Now Rachel’s sex life is smoother, but the journey has shaped her forever. “I’ve become so much more empathetic toward people who struggle with church because of their sexuality,” she said. “I feel a kindredness. I’ve become really tender toward those who have ‘failed’ sexually, according to the church, because I’m one of them.”


Rachel is quick to point out that there’s no easy solution to what needs to change in the conversations churches have about sexuality, but she does have a few suggestions. “We need to be more honest, not reserving what we think of as too mature conversations,” she said. “Some of these normal parts of life shouldn’t be taboo until you’re married.”


Even now, it’s easy for her to remember her youth pastor’s wife’s words in that long ago Bible study. “We have to be more responsible about how we have these conversations,” she said. “We have to remember that these middle school girls might be getting married in ten years. Scare and shame tactics are careless. My youth pastor’s wife probably has zero memory of that conversation, but it’s the only thing I remember from that Bible study.”
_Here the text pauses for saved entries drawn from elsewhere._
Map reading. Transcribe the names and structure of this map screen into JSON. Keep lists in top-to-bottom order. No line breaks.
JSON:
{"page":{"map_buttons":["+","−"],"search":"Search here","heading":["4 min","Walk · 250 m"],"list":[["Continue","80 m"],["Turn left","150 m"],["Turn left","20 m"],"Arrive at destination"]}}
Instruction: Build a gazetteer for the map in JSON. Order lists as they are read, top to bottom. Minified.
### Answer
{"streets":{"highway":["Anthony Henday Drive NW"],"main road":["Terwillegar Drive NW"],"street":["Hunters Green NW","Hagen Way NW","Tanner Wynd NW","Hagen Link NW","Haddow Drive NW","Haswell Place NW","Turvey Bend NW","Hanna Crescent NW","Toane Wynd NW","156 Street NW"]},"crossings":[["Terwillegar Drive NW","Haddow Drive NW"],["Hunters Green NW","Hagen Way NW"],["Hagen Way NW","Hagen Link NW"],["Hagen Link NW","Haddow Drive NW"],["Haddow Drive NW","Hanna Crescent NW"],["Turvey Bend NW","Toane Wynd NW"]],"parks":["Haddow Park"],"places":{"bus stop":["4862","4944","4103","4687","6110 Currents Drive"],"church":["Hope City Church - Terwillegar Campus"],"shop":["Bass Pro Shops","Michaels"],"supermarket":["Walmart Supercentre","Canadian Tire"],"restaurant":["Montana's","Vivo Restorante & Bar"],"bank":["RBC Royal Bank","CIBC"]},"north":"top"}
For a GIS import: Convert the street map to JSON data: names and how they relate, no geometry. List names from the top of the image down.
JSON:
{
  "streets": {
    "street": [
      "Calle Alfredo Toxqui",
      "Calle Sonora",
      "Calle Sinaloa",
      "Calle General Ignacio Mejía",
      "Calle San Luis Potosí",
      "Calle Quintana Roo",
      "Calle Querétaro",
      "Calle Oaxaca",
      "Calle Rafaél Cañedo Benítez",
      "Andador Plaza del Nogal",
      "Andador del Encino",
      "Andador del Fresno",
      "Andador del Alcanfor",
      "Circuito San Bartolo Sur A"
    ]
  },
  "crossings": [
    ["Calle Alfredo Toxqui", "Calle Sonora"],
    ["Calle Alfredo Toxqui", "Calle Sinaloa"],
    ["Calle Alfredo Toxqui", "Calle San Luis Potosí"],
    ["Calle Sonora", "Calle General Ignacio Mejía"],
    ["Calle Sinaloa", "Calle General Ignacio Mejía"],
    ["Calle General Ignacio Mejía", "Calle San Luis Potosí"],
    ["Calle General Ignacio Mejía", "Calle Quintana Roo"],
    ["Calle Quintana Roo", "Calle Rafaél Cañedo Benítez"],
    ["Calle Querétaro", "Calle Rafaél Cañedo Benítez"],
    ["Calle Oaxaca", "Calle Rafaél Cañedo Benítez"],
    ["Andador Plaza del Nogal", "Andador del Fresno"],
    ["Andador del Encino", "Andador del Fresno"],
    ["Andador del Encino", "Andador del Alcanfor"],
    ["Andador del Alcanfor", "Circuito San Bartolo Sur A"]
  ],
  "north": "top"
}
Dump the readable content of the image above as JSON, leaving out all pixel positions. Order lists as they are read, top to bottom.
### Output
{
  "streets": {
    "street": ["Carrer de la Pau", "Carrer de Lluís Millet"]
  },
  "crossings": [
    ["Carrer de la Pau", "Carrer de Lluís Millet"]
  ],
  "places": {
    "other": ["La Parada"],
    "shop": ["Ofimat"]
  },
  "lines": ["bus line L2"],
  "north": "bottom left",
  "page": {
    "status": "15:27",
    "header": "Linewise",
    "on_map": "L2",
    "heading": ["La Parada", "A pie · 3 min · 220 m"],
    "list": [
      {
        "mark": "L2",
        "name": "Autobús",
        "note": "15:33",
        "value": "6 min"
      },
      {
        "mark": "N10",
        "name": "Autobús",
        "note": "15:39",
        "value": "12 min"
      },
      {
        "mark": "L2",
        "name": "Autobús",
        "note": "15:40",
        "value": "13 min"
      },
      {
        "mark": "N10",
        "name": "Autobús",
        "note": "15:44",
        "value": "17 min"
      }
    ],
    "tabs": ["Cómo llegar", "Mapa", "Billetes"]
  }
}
You’ll forgive me, then, with this story ringing in my ears, if I have difficulty believing that Jane the (no longer) Virgin’s sexual problems are solved in a week. All her life, she’s had a flower hanging on her wall, symbolizing her virginity. Her grandmother asks her to squeeze it, and it can never be returned to pristine perfection, symbolizing Jane’s virginity. Purity culture can pack a heavy, awkward bag, no matter what your sexual past. Perhaps we can begin to help each other unpack.